Elias était l'un des Alphas les plus redoutés du territoire, un leader fort et impitoyable. Mais il a tout perdu en une nuit. Trahi par ceux en qui il avait confiance, il a été chassé de sa propre meute et laissé pour mort. Pendant des années, il a vécu dans l'ombre, accumulant force et vengeance. Mais il n'a pas seulement perdu son trône. Il a aussi perdu Isolde, sa compagne. Celle qu'il a abandonnée, pensant la protéger d'un destin funeste. Lorsqu'il apprend qu'elle est sur le point d'être mariée de force à son plus grand ennemi, Elias sait qu'il ne peut plus rester dans l'ombre. Il doit reprendre ce qui lui appartient. Isolde, cependant, n'est plus la jeune louve qu'il a laissée derrière lui. Elle a souffert, elle a grandi, et elle refuse de redevenir la femme qui l'attendait autrefois. Si Elias veut la reconquérir, il devra prouver qu'il est digne d'elle... et d'un second règne.
La Chute de l'Alpha fut aussi brutale qu'inattendue.
Elias sentit le sol trembler sous ses pieds avant même que la douleur ne vienne.
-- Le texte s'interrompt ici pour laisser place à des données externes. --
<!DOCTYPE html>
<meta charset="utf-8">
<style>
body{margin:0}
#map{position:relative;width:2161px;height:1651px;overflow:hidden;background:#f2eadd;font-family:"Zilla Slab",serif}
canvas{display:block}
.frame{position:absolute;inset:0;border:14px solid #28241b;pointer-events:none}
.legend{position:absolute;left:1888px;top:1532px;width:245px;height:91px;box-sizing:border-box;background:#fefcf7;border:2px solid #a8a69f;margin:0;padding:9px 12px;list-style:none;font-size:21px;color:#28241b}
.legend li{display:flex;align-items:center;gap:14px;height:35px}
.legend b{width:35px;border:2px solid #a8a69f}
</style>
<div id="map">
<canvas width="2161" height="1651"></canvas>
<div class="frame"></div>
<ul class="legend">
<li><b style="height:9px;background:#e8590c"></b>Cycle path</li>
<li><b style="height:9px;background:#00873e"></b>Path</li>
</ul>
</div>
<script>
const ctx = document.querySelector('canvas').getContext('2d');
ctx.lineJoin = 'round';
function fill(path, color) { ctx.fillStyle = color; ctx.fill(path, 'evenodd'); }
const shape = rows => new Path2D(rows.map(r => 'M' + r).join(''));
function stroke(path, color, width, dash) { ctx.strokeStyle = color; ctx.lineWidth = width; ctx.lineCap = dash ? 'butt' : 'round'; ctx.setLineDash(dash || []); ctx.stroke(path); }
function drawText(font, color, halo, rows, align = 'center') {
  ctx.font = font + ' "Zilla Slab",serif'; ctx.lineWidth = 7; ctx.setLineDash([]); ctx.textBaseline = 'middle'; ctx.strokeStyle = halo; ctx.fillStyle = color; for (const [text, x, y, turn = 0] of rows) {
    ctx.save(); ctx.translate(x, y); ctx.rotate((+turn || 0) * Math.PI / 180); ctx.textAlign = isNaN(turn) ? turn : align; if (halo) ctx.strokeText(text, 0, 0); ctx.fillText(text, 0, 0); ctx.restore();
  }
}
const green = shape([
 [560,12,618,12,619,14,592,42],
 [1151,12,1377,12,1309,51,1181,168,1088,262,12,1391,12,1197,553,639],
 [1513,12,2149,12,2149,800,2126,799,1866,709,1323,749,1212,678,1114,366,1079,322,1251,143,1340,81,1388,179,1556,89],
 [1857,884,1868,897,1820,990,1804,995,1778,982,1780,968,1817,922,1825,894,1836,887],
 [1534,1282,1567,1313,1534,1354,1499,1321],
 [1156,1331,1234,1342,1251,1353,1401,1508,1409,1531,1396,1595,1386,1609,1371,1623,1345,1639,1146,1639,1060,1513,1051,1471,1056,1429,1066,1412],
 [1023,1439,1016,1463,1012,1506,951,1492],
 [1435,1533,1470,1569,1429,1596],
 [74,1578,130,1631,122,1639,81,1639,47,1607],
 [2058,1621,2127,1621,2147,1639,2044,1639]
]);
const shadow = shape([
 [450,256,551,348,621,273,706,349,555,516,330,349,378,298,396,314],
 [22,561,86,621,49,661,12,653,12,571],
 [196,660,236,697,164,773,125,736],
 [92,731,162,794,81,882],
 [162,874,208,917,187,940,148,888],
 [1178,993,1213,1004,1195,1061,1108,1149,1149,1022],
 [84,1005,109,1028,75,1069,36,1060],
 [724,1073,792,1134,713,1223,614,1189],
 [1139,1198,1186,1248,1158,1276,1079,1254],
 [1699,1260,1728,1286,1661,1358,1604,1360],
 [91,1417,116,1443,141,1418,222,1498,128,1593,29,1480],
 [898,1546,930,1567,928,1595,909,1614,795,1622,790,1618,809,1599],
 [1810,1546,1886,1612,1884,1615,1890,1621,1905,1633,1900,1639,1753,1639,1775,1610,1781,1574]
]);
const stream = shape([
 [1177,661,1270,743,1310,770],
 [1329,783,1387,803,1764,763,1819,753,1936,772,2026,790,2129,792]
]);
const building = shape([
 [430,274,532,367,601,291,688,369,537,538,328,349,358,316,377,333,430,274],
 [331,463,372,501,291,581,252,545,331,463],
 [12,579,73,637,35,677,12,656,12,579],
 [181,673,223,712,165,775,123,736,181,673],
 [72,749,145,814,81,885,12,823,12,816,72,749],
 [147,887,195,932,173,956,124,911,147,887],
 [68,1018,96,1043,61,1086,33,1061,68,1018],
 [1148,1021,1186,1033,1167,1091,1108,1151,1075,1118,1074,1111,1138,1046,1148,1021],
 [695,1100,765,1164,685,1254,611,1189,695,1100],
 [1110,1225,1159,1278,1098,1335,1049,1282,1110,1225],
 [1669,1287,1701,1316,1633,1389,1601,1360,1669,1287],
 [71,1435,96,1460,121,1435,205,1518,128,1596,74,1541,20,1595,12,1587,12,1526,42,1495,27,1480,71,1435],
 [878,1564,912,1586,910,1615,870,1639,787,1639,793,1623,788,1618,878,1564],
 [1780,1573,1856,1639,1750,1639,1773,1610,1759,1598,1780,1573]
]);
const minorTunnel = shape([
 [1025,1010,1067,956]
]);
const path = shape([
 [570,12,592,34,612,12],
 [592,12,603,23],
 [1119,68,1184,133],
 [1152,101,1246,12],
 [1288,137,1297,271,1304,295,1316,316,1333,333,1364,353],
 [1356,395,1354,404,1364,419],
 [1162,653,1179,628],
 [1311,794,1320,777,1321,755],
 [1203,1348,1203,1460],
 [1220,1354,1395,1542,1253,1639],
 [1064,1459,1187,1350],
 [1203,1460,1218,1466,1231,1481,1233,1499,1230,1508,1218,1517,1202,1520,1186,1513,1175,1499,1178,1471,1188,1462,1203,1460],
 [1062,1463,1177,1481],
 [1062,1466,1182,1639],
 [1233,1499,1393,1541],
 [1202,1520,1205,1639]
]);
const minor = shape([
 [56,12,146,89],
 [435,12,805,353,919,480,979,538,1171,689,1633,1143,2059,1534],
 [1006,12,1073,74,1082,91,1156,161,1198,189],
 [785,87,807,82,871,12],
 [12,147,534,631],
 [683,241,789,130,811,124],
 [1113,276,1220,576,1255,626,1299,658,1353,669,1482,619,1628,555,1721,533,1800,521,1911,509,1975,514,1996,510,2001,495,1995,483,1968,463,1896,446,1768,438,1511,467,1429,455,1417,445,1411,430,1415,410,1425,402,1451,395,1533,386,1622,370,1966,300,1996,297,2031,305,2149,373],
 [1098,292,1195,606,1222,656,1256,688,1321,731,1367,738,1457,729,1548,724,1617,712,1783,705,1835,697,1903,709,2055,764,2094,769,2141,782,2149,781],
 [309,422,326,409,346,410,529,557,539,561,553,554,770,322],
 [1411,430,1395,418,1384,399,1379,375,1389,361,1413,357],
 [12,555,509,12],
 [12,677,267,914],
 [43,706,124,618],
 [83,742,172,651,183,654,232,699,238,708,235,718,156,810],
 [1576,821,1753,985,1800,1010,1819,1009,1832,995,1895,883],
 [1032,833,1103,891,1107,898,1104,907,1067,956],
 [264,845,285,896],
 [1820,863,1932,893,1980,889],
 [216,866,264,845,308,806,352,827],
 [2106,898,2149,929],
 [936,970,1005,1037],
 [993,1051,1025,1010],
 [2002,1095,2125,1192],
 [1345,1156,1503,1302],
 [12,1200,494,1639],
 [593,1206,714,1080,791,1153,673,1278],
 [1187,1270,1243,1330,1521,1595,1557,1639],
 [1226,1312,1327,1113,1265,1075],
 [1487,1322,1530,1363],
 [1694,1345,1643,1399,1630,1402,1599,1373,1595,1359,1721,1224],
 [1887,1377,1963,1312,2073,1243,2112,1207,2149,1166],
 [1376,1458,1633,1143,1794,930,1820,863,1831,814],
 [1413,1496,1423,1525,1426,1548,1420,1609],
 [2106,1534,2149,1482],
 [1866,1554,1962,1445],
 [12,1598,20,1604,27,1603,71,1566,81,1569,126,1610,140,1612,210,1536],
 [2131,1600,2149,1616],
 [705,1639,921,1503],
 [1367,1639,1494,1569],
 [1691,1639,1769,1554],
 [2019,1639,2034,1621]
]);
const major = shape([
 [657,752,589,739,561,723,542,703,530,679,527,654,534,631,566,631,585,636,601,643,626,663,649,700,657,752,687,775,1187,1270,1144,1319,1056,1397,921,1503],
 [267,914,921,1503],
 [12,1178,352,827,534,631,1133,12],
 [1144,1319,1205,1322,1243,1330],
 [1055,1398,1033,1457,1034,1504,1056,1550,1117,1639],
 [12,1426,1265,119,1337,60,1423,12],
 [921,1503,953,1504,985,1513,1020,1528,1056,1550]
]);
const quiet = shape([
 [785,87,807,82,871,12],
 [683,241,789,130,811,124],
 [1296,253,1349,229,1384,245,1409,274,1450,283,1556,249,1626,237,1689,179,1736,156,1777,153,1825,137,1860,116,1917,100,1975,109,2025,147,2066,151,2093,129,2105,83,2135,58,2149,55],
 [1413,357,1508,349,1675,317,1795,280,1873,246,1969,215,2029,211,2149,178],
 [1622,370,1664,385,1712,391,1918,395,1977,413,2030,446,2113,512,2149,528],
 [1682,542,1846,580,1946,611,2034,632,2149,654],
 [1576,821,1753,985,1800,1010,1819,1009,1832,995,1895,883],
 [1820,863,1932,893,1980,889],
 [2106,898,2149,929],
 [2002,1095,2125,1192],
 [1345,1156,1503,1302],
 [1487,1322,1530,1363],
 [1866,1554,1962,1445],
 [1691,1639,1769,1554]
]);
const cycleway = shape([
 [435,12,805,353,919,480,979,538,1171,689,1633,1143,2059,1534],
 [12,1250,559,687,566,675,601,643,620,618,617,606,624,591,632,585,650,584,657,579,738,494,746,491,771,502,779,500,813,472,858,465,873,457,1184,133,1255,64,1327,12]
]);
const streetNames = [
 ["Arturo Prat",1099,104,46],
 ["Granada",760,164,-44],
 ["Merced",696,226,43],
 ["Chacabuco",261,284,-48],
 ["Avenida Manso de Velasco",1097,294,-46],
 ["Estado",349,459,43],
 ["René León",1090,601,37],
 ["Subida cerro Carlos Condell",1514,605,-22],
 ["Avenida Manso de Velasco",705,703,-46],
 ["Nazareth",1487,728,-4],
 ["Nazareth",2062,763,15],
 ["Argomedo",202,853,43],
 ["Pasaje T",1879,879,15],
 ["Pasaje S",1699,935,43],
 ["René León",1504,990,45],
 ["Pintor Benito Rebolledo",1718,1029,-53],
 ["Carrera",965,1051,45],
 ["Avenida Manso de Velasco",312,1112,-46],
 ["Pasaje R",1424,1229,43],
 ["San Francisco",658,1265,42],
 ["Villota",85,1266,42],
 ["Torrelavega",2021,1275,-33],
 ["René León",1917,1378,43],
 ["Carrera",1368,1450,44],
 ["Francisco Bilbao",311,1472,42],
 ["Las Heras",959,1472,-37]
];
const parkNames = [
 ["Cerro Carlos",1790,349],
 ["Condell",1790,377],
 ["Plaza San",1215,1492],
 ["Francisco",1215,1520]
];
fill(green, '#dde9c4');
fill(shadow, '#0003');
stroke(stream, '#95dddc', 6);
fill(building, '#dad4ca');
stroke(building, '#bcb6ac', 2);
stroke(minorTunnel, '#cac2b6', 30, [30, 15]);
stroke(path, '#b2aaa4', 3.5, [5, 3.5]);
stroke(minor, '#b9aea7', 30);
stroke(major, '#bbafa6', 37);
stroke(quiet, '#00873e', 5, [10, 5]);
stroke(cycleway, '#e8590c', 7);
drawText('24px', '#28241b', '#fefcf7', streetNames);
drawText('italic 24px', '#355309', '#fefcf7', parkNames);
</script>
Son souffle saccadé s'accrocha à la nuit, son regard passant de visage en visage, à la recherche d'une once de loyauté. Mais il n'y avait que l'éclat métallique des épées, la promesse silencieuse d'une exécution implacable.
- Pourquoi ? lâcha-t-il dans un souffle rauque.
Son propre bêta, celui qu'il avait toujours traité comme un frère, s'avança, le regard vide de toute émotion. Luther. Ce nom résonna dans sa tête comme une condamnation. Elias ne vit pas le coup venir, pas immédiatement. Il ne ressentit d'abord que l'odeur du sang. Le sien. Chaud, épais, coulant le long de son flanc.
- Tu es faible, Elias. Depuis que tu as rencontré cette femme, tu n'es plus le loup que nous avons suivi.
La lame se retira lentement de sa chair, lui arrachant un râle de douleur. Il posa un genou à terre, haletant, tandis que les silhouettes autour de lui semblaient se resserrer, un cercle mortel se refermant sur son Alpha. Son instinct lui criait de riposter, mais son corps refusait d'obéir.
- Isolde n'a rien à voir avec ça, cracha-t-il entre ses dents.
Il savait que c'était un mensonge. Depuis qu'il avait trouvé sa compagne, quelque chose en lui avait changé. Moins impitoyable. Moins aveugle aux souffrances de ceux qu'il dirigeait. Mais était-ce une faiblesse ?
Un rire méprisant s'éleva.
- Regarde-toi. À genoux. Tu n'es plus digne d'être notre Alpha.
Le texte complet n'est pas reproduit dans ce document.